Synonym ► Toothache Bush or Suterberry.

Habitat ► Flourishes in moist places throughout the United States, from which country the medicinal berries and bark are imported.

Features ► A shrub varying between ten and fifteen feet in height with alternate branches covered with strong, sharp prickles, the leaves are pinnate, with lanceolate leaflets, the flowers green and white. Small, blue-black berries enclosed in a grey shell grow in clusters on the top of the branches. The bark is about one- twelfth of an inch thick, and has corky, conical spines nearly one inch in height. Fractures show green in the outer part and yellow in the inner. The taste is very pungent, causing salivation, and there is little odour.

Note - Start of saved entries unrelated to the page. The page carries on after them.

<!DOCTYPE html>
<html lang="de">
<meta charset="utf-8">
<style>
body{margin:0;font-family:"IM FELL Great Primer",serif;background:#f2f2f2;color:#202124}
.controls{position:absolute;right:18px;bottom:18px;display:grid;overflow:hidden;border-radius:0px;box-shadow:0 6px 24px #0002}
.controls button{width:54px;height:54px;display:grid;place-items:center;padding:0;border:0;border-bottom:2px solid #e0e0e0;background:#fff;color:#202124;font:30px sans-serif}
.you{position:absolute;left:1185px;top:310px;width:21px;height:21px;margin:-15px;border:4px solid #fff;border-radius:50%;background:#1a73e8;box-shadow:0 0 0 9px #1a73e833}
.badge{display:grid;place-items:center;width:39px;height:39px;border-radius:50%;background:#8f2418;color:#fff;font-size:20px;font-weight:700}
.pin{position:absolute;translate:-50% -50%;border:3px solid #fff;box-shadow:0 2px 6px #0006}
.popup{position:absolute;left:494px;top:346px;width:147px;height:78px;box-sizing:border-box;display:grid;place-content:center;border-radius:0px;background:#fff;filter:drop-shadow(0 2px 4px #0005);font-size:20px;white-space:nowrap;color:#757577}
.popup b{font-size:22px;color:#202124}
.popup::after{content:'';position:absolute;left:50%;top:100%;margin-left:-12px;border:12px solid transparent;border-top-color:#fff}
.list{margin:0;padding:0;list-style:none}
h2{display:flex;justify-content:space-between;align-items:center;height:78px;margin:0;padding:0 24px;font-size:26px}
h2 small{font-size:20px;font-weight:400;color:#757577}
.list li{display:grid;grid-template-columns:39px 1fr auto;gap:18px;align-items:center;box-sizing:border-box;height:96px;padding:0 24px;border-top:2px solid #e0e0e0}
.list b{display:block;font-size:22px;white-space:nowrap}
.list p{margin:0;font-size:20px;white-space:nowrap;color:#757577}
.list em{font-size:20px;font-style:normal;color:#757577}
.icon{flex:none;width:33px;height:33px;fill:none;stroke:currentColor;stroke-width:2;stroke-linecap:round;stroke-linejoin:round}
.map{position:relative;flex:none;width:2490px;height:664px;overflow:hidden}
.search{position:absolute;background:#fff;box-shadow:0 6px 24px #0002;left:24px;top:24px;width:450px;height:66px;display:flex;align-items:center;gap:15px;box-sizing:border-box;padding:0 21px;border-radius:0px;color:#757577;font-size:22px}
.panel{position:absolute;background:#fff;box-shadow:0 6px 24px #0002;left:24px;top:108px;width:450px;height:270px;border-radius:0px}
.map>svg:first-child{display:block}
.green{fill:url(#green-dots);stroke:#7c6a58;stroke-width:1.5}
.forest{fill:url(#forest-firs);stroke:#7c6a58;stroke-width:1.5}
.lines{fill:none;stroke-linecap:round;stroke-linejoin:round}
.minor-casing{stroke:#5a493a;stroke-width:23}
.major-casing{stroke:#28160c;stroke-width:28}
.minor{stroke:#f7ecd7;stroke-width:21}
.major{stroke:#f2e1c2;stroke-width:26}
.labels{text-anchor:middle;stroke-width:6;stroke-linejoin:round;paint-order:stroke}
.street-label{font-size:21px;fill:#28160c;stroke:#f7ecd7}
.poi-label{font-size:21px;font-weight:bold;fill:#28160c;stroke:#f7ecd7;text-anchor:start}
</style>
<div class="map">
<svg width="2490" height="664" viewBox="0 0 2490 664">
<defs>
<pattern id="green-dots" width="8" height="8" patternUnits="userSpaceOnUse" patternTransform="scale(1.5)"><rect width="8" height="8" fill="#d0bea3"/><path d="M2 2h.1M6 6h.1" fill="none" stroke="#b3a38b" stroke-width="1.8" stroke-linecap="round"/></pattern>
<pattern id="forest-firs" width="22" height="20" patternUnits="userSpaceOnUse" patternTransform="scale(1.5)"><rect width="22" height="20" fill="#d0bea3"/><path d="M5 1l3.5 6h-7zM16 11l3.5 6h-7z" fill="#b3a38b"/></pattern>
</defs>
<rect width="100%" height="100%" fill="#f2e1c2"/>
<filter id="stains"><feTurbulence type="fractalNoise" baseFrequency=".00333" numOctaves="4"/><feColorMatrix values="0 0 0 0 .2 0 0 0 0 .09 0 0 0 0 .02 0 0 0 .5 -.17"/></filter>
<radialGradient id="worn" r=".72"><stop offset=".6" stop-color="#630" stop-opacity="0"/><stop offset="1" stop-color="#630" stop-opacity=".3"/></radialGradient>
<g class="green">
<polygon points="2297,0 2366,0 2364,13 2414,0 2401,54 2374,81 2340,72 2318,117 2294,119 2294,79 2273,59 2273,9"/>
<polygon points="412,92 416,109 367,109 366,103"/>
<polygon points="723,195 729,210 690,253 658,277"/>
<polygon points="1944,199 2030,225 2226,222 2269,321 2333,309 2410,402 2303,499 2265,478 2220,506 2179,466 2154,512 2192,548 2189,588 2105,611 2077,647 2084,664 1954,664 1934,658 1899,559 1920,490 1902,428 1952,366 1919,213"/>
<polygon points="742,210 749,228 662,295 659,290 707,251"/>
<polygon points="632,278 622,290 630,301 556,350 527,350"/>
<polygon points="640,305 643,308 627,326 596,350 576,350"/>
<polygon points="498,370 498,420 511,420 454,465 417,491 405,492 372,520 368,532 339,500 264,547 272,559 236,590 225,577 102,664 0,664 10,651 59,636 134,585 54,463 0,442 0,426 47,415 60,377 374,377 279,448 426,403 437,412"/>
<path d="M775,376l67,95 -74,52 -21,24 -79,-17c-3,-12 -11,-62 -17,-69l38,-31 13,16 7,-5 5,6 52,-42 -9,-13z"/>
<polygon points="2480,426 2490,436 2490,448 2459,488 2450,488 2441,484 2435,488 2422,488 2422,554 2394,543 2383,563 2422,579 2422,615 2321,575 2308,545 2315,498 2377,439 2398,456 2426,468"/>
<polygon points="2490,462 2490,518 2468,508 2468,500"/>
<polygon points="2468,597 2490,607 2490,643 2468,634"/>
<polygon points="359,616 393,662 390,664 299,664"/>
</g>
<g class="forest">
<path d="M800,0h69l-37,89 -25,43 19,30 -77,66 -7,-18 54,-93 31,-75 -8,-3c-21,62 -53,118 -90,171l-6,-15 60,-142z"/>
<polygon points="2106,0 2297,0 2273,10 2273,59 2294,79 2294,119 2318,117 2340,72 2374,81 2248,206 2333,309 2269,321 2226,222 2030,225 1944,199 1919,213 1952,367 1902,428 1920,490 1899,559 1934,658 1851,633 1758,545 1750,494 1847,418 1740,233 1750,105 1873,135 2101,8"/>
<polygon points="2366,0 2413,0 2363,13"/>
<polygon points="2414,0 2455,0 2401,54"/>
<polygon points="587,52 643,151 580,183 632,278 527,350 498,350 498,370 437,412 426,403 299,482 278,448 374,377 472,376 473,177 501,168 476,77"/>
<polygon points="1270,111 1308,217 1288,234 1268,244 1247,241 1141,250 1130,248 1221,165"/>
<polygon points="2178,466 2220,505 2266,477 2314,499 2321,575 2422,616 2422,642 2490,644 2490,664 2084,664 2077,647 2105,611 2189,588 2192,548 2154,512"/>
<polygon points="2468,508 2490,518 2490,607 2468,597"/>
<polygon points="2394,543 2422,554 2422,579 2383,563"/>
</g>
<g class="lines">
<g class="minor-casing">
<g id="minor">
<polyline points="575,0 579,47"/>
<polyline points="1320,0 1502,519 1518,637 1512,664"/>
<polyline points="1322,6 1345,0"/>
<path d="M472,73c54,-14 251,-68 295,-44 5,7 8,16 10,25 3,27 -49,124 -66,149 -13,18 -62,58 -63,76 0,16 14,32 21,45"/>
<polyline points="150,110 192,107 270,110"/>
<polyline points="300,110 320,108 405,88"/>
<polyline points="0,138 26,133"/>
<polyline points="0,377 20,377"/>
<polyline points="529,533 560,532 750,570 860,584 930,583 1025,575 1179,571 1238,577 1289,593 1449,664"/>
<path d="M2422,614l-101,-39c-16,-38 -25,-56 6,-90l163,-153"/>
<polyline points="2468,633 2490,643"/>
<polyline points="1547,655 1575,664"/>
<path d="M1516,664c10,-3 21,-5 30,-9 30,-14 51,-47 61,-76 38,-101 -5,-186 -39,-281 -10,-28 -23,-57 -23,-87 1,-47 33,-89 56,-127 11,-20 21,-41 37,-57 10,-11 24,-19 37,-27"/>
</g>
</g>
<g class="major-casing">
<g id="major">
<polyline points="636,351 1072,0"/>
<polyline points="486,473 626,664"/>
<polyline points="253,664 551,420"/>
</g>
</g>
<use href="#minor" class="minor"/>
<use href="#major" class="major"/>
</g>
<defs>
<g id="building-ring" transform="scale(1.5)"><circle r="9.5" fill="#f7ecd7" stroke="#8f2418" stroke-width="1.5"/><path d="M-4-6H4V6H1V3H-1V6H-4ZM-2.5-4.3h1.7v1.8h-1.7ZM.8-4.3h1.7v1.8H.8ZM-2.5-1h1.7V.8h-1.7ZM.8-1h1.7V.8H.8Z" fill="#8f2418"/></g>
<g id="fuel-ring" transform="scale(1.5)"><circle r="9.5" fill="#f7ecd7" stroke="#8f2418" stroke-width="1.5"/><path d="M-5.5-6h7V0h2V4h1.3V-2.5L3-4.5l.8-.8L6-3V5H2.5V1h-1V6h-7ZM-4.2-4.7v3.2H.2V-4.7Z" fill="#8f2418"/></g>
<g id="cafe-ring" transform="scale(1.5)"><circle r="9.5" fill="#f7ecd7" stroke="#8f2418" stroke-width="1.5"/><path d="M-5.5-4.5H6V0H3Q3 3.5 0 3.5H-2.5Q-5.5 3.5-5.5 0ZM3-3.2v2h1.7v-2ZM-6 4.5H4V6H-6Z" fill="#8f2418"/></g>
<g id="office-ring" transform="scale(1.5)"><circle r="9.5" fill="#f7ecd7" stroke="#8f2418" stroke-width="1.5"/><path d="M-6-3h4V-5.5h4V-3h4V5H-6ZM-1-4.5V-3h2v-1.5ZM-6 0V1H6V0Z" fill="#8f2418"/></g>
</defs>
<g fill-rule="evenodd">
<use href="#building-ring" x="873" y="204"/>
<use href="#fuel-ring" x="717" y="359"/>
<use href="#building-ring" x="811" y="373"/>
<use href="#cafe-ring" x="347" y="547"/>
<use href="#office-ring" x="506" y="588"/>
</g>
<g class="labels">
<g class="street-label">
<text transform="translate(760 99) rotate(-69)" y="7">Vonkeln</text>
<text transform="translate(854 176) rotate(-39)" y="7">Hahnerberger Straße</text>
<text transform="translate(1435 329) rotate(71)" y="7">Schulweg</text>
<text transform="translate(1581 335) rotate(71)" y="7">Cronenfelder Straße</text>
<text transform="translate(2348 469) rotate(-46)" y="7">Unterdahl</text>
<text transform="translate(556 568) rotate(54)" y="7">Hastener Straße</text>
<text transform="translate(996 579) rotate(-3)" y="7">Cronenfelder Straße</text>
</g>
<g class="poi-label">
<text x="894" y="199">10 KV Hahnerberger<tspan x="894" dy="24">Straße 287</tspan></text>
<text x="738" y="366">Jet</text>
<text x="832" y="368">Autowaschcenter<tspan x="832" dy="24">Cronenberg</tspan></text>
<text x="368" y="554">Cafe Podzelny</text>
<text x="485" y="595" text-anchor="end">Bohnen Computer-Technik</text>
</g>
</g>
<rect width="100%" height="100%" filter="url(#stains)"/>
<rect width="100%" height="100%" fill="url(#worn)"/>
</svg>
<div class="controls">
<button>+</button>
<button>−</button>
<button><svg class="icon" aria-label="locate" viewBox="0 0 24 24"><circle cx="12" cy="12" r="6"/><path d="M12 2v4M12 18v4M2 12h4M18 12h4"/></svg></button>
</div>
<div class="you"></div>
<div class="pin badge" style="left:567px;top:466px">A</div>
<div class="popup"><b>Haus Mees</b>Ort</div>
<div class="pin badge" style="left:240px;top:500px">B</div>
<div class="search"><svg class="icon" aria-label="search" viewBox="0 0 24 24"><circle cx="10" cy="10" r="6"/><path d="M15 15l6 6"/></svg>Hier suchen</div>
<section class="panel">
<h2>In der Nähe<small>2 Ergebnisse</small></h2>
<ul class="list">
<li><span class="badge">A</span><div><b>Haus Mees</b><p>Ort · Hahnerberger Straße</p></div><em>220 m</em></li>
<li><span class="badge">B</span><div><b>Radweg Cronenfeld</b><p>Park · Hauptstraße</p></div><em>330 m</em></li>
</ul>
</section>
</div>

Part used ► Berries and bark, the berries being considered the more effective. Action ► Stimulant, alterative, nervine and diaphoretic.

An infusion of the berries, or the crushed or powdered bark, is made in the proportion of 1/2 ounce to 1 pint of boiling water, the dose being one tablespoonful four times daily. The infusion should be allowed to stand in a covered vessel for two hours before use.

In the treatment of chronic rheumatic trouble this medicine is given a prominent place, and it is also widely used wherever a general stimulant is needed. The powdered bark is applied directly to indolent ulcers. As an external application for rheumatism. Coffin recommends 1 ounce of the pulverised bark to 4 ounces of Olive oil, heated, the part to be well rubbed with this liniment night and morning.